Stored data
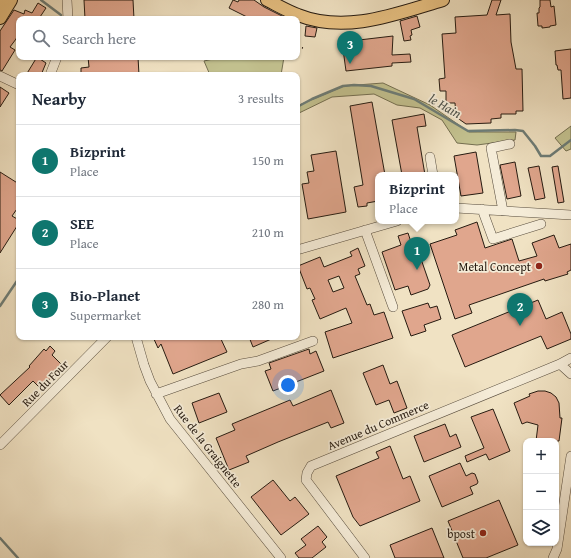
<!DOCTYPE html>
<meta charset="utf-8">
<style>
body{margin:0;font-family:"Gentium Book Plus",serif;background:#f2f2f3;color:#1f2937}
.controls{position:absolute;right:12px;bottom:12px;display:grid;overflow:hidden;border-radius:8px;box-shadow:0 1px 3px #0004}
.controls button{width:36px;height:36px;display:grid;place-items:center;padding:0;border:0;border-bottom:1px solid #e0e1e3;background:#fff;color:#1f2937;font:20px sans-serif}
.you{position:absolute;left:288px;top:385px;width:14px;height:14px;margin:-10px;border:3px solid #fff;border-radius:50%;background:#1a73e8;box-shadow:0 0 0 6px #1a73e833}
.badge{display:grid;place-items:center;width:26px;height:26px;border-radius:50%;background:#0f766e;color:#fff;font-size:13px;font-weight:700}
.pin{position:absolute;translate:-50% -33px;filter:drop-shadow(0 1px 2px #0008)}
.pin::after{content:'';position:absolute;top:21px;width:14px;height:12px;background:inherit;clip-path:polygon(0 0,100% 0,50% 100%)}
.popup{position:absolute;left:375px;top:172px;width:84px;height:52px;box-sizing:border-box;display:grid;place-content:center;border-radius:8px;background:#fff;filter:drop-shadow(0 1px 3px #0005);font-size:13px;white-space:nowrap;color:#747a83}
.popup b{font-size:15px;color:#1f2937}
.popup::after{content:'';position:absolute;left:50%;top:100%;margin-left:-8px;border:8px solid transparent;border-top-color:#fff}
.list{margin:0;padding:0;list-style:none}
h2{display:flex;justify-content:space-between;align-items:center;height:52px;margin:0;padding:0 16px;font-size:17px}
h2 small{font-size:13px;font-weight:400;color:#747a83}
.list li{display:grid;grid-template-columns:26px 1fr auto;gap:12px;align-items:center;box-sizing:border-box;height:72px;padding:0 16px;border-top:1px solid #e0e1e3}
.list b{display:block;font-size:15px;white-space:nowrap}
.list p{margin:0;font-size:13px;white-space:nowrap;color:#747a83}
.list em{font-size:13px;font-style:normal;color:#747a83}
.icon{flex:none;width:22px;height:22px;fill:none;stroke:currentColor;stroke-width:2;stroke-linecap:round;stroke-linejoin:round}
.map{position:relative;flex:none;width:571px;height:558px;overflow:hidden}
.search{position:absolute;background:#fff;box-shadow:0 1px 3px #0004;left:16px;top:16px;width:284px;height:44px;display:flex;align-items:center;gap:10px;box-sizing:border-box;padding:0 14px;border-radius:8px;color:#747a83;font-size:15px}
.panel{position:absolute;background:#fff;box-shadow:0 1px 3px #0004;left:16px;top:72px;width:284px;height:268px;border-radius:8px}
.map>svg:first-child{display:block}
.green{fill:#c2c08e;stroke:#746e50}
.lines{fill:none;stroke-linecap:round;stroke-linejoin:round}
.stream{stroke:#6d7c76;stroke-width:2.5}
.building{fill:#e0a68d;stroke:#261b11;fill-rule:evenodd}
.minor-casing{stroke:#584d3e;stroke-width:10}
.major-casing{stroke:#261b11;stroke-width:14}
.path{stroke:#261b11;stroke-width:1.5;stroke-dasharray:3 2;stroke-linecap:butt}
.minor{stroke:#f5ecd8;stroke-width:9}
.major{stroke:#e8c182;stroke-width:12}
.poi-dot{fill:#8f2418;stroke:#f5ecd8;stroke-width:1.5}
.labels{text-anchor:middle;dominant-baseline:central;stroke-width:3.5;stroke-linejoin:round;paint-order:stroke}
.poi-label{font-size:12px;fill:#261b11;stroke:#f5ecd8;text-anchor:end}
.street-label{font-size:12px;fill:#261b11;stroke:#f5ecd8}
.water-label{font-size:13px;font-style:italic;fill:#4f534c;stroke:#f5ecd8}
</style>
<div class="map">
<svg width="571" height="558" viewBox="0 0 571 558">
<rect width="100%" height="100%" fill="#f0e2c3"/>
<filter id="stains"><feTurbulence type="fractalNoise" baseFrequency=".005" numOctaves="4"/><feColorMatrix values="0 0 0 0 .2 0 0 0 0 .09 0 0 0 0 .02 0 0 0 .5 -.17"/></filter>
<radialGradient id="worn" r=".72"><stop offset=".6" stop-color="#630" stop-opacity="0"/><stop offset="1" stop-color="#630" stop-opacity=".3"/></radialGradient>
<path class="green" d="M222,57h62l-3,18h-71l-6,-14z
M383,83l47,22 39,27h47l-1,8 -38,5 -20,-2 -15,-23 -22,-12 -23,-3 -23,-11 -42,3 -35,17v-8l47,-20z
M571,126v23l-5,2 -11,-13z"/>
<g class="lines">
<path class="stream" d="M41,0l20,15
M297,107l15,-8 31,-13 11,-1 17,1 43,13 54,32 47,-1 8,1 12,15 6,10h9l21,-16
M0,306l19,-28
M0,538l18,20"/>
</g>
<path class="building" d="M84,0h49l1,19h-49z
M233,0l5,2 1,-2h15l10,7 24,12h-37l-22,-11z
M492,0h9l-5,15 14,-1 1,28 5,27h6l1,42h-7v3h-15v4l-10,1v4l-25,1 -10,-7 -1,-14h-9v-12h-6l-1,-12 6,-1 -3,-44 14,-1 -1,-16 32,-2z
M540,0h10l1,7 3,-1 2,19 -6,1v1l-8,1v-2h-4l-1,-13h2v-5l1,-1z
M38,3l8,5 -6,9 5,2h-26v13l-3,7 -6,8 5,3 -13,21 -2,-1v-39l14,-21 10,4 1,-4 7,3z
M417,16l3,11 -9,3 1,5 -2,1 1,4 -7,1 -4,-20z
M306,26l11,2 -2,9 -10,-1z
M393,36l-1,19 18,-1 1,8 -19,1v3l-46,5 -4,-29z
M571,49v49l-8,1 -2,-29h-3l-1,-5h-1l-1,-14z
M37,57l9,6 -5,12h-15z
M88,57h50l1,18h-58v-7l8,-1z
M0,87l9,6 -9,14z
M372,102l13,73h-7v26l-11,2v3l-9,1 -4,-20 9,-2 -13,-79z
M424,114l2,12 -9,1 8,48h-23l-10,-55z
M336,151l10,61 -38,7 -6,-35 7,-1 -2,-11 7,-1 -3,-16z
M476,152l7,41 -22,3 -7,-40z
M515,162l6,34 -14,3 -7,-34z
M539,166l6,32 -10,2 -7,-32z
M558,166l6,36 -6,1 -6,-36z
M0,172l19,12v22l-7,10 7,4v3l-19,30z
M477,222l8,26 27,-9 7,22 18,-5 -5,-13 22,-8 5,13 12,-4v26l-4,2 1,2 -23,7 -1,-2 -75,26 3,8 -17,6 -25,-75 27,-9 -2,-5z
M408,233l9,27 4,-1 9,26 -2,4 -17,6 -3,-9 -13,4 -13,-38 19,-7 -3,-9z
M358,248l7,18 -7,3 2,5 -5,2 12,29 3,-1 4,11 10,-3 9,26 -60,20 -8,-26 27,-9 -6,-15 -26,11 -8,-19 3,-1 -5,-11 -3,1 -9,-23 22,-9 4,10 28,-11 -2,-4zM339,276l5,12 -11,4 -5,-12z
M538,300l8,19 16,-7 9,22v5l-24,10 -6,-13 -76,31 -13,-32z
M428,303l2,5 7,-2 4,13 -17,6 2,6 -15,5 -9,-25z
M153,337h67l7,15 -54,22 -12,-30 -3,4z
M249,337h27l-23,10z
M50,346l5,5 -3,4 11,11 -1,1 2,2 -7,7 -2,-2 -15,14 -7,-7 -24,24 -9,-10 30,-28 -1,-1 15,-17 2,2z
M309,349l1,5 6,-3 8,20 -51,20 -8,-20 6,-2 -2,-6z
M383,365l7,19 7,-3 10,27 -13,5 -5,-13 -13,5 -13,-32z
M331,390l13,33 -13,5 -3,-6 -50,20 -32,14 3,6 -20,8 -13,-32 19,-8 -3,-6 58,-24 3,6z
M538,391h7l6,2 5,4 3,6 1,15h2l-3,23h-23l2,-16 -11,-3 -5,2 -8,-21 16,-7 -1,-2z
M219,393l8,19 -28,11 -7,-20z
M493,409l17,42 -21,9 -3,-6 -19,8 -2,-6 19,-8 -13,-31z
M445,424l5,13 6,-3 5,13 -37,15 -10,-26z
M390,446l13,33 7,-3 10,25 -60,25 -7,-9 -17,-41 43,-18 -3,-6z
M460,463l6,13 6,-3 3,1 3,8 -1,2 -7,3 3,7 -31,13 -13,-31z
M273,480l17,21 5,-4 14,17 -28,21 -30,-38z
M499,500l19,45 -32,13h-23l-15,-37z
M318,526l9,11 -5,5 4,5 -14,11h-13l-4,-5 11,-8 -5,-6z
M432,528l12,30h-49l-5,-13z"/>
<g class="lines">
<g class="minor-casing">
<path id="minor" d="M67,0l1,19
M50,75l7,-18
M0,76l19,9
M430,157l3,18
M456,208l115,7
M482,209l11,30 48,-15
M503,211l-12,-63 19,-4
M365,230l28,77
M297,250l100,-29
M136,337l8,28 6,16 20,38 111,139
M560,364l11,10
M156,394l85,-30 17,-3 55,-20
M0,445l107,-108
M365,558l-59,-78 1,-7 4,-7 249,-102 11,-6
M553,558l4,-9 14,-93"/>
</g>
<g class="major-casing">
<path id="major" d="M267,0c10,5 20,11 31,15 48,19 98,-1 145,-15
M0,1v-1
M0,18l11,-18"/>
</g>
<path class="path" d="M297,47l6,1
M189,59l4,-2"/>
<use href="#minor" class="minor"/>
<use href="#major" class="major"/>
</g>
<g class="poi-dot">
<circle cx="539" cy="266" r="4"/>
<circle cx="483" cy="533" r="4"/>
</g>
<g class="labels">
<g class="poi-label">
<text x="531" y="266">Metal Concept</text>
<text x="475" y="533">bpost</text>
</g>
<g class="street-label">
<text transform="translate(45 383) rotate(-45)">Rue du Four</text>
<text transform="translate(378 425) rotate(-23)">Avenue du Commerce</text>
<text transform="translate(208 446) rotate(52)">Rue de la Graignette</text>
</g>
<g class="water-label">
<text transform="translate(445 106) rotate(30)">le Hain</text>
</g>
</g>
<rect width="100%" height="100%" filter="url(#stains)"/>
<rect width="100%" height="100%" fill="url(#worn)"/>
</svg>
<div class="controls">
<button>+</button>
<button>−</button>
<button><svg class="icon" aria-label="layers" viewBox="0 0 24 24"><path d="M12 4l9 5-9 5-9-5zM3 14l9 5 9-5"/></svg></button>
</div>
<div class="you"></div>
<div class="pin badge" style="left:417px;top:270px">1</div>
<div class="popup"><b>Bizprint</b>Place</div>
<div class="pin badge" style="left:520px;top:326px">2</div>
<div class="pin badge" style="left:350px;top:64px">3</div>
<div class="search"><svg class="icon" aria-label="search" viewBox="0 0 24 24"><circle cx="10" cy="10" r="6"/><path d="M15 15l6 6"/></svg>Search here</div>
<section class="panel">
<h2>Nearby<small>3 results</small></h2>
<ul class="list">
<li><span class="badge">1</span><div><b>Bizprint</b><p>Place</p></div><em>150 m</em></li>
<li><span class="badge">2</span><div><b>SEE</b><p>Place</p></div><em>210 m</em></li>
<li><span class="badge">3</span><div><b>Bio-Planet</b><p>Supermarket</p></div><em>280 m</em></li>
</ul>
</section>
</div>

— WORK TO COMPLETE —
Show the lines of the data that hold the word "nowrap".

— OUTPUT —
.popup{position:absolute;left:375px;top:172px;width:84px;height:52px;box-sizing:border-box;display:grid;place-content:center;border-radius:8px;background:#fff;filter:drop-shadow(0 1px 3px #0005);font-size:13px;white-space:nowrap;color:#747a83}
.list b{display:block;font-size:15px;white-space:nowrap}
.list p{margin:0;font-size:13px;white-space:nowrap;color:#747a83}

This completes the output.